PROBLEM STATEMENT: Return all lines of the data in which the string "stream" occurs.

Collected data:
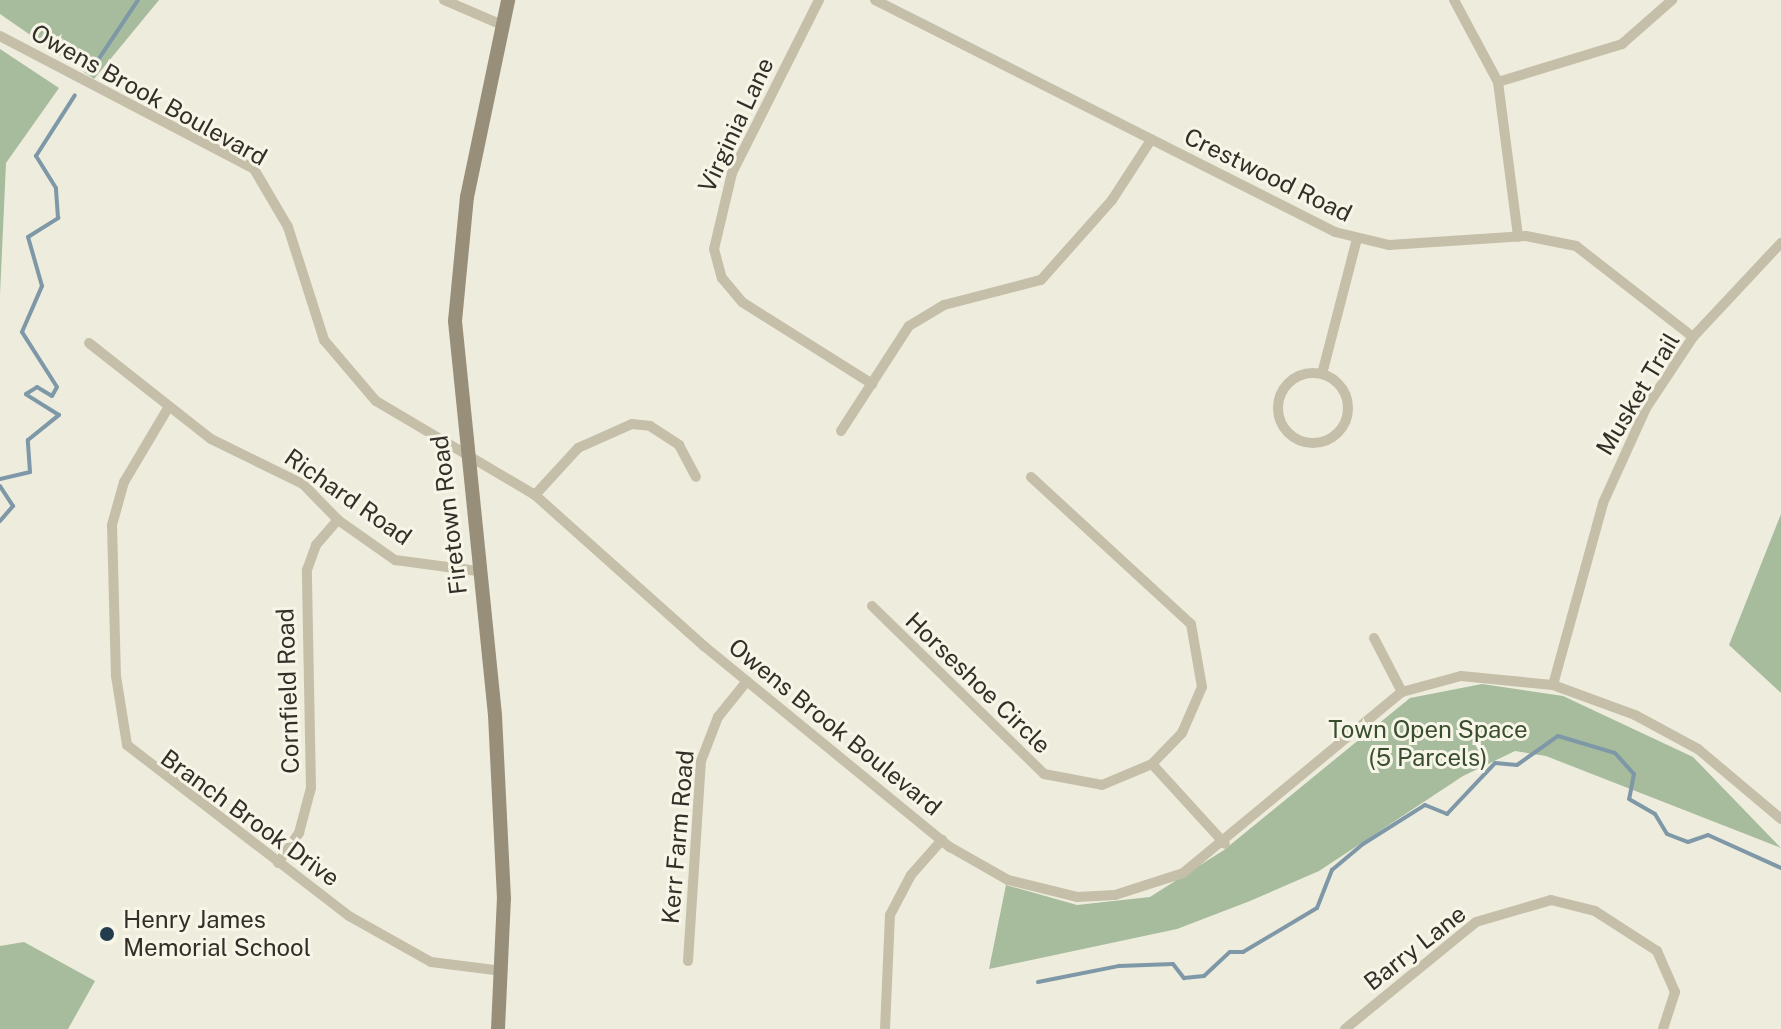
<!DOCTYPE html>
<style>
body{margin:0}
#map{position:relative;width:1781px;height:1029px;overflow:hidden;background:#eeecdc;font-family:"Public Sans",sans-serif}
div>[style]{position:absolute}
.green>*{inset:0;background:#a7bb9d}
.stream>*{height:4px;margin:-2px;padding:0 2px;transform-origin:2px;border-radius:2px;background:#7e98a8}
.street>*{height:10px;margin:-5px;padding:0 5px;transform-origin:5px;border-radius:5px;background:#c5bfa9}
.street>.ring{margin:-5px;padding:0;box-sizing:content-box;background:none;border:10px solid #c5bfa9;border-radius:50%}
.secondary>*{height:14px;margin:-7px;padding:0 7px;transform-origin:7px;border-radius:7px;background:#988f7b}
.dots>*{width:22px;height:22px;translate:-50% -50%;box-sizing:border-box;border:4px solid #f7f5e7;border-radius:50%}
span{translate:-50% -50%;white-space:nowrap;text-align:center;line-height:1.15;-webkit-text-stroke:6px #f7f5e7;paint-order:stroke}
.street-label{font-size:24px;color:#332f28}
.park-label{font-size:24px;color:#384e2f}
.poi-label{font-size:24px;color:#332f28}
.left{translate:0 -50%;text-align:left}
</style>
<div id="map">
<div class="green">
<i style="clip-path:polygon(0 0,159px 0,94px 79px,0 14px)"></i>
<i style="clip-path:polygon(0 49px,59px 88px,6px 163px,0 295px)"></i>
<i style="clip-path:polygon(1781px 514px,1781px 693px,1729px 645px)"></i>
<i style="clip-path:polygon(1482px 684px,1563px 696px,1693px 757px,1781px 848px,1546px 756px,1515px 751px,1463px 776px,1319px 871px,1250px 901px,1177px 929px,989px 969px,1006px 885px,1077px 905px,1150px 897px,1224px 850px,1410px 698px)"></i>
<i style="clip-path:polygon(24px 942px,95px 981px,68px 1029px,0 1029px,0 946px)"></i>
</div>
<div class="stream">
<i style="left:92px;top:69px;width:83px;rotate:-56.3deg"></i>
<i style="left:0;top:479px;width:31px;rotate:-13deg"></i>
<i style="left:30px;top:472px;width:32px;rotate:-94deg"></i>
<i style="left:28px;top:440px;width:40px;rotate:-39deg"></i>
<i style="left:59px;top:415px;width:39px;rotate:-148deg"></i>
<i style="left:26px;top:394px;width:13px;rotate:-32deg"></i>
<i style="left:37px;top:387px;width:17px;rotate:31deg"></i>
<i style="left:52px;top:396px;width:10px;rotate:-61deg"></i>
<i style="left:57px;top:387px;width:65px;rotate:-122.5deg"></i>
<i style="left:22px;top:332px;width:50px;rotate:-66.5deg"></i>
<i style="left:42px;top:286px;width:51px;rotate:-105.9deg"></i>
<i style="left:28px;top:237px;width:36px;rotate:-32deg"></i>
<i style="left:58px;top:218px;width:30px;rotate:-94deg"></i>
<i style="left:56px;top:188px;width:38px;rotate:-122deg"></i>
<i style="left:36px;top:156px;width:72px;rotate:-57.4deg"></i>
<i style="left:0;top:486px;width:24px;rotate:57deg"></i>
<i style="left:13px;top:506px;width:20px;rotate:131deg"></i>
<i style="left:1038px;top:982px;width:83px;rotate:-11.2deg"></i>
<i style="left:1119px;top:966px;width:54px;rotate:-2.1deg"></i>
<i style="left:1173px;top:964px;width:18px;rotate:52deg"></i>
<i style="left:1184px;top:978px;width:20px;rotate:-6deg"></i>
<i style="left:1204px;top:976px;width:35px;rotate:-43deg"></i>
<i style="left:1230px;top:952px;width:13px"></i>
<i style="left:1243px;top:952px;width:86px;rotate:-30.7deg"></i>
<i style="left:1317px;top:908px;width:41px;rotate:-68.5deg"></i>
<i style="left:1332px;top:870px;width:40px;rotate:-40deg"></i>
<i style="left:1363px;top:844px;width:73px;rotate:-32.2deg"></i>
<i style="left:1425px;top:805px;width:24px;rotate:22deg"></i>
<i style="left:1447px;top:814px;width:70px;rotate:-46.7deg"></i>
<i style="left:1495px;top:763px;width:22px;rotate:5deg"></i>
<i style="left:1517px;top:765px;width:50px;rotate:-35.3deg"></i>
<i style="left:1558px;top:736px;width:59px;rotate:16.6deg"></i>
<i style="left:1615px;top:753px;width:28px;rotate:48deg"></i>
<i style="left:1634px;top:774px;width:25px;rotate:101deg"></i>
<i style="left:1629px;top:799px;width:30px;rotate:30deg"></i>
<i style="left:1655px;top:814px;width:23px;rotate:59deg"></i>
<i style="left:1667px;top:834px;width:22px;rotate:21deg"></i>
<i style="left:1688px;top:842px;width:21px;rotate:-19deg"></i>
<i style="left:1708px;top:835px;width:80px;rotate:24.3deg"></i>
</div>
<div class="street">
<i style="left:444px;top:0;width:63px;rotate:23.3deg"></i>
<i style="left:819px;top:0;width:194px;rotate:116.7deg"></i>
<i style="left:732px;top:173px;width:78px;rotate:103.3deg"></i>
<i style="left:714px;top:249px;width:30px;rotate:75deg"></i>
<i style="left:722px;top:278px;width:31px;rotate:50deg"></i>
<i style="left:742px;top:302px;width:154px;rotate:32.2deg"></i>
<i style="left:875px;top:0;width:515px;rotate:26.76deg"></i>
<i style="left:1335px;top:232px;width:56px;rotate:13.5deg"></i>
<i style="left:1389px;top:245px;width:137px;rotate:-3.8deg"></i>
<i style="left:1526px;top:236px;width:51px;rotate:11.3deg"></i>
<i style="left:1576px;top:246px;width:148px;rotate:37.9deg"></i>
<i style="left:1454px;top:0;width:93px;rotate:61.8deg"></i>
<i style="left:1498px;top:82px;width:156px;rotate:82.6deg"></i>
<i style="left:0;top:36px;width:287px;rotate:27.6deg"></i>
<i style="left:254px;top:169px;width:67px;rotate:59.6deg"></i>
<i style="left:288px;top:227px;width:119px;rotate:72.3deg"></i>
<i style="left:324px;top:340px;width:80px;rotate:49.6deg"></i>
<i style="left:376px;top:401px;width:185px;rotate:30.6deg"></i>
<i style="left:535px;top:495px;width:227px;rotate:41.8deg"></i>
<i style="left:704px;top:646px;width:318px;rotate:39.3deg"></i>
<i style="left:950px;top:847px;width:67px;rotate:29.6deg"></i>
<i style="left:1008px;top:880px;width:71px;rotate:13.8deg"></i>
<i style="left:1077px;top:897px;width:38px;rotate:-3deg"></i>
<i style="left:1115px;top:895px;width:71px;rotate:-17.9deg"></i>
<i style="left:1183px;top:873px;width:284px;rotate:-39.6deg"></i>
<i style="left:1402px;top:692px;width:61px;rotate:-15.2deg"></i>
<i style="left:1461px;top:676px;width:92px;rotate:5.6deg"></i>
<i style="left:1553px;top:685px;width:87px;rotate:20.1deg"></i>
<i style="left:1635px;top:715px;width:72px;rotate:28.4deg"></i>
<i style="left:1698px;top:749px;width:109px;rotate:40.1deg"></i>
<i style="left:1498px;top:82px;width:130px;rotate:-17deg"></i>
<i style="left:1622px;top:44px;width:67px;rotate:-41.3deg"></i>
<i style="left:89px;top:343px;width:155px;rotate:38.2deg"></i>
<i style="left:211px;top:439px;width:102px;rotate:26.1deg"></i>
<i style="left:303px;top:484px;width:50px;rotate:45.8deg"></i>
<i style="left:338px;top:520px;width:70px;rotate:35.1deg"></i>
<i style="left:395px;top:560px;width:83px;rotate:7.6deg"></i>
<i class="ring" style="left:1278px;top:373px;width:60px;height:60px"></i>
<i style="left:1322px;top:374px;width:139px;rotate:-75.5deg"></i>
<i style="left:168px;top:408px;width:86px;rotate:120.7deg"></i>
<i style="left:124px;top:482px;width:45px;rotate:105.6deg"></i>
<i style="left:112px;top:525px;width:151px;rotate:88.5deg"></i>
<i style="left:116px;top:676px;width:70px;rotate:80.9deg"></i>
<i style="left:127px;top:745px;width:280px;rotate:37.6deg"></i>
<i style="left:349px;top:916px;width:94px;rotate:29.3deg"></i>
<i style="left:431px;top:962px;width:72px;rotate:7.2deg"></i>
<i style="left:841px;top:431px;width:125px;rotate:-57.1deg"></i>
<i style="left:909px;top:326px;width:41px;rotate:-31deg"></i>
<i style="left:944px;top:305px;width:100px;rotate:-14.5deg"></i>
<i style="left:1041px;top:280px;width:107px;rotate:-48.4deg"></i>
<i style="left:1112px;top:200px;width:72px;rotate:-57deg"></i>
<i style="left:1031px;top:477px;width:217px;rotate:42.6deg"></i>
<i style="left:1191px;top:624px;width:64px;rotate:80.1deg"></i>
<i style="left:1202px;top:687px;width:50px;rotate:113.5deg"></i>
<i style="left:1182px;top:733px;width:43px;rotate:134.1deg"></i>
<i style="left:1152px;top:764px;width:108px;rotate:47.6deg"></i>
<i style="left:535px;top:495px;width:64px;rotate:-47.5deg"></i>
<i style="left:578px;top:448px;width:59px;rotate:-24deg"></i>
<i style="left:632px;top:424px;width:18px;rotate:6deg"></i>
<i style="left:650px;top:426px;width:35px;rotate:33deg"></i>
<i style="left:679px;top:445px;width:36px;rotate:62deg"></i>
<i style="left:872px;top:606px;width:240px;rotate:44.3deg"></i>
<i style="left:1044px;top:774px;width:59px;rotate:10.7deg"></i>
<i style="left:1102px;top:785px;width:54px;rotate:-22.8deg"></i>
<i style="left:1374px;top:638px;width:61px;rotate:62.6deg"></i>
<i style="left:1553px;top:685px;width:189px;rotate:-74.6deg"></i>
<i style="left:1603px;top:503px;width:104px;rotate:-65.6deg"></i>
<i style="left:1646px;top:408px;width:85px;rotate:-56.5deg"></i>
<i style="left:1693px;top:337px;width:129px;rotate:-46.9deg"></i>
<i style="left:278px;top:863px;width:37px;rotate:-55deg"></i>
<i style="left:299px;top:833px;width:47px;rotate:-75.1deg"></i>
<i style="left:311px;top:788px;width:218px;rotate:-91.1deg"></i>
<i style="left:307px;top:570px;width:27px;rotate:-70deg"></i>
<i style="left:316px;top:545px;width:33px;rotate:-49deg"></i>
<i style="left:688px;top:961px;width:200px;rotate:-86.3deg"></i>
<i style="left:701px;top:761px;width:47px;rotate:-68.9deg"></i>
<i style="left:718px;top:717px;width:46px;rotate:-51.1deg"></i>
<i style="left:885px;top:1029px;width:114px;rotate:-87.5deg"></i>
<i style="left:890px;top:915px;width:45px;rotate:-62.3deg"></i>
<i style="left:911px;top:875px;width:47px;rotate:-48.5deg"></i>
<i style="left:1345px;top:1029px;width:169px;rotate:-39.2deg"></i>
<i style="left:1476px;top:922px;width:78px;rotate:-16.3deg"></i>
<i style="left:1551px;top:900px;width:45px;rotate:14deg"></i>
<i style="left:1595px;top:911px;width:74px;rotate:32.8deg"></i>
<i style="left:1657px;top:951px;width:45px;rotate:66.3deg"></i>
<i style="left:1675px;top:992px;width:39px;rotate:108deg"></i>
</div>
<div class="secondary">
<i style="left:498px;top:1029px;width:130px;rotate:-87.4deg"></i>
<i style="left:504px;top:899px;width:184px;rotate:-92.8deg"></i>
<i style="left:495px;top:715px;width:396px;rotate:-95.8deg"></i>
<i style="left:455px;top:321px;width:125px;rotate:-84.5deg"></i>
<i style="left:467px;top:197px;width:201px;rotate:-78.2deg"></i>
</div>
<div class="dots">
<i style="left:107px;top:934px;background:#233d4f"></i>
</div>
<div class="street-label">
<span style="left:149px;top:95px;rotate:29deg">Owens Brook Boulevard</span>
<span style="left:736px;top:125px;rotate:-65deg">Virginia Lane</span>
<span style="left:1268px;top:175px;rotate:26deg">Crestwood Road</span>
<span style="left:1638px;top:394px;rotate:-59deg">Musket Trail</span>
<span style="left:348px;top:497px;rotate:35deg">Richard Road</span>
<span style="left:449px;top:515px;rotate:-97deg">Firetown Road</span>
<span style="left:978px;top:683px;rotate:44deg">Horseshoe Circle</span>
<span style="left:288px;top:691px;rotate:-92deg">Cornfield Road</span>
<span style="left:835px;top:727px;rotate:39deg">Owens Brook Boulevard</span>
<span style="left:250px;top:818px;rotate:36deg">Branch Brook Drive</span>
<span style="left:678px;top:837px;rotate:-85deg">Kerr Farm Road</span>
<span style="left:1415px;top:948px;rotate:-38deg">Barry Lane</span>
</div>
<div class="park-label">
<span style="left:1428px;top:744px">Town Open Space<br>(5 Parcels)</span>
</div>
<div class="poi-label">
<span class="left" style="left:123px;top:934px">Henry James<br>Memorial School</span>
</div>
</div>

TASK ANSWER:
.stream>*{height:4px;margin:-2px;padding:0 2px;transform-origin:2px;border-radius:2px;background:#7e98a8}
<div class="stream">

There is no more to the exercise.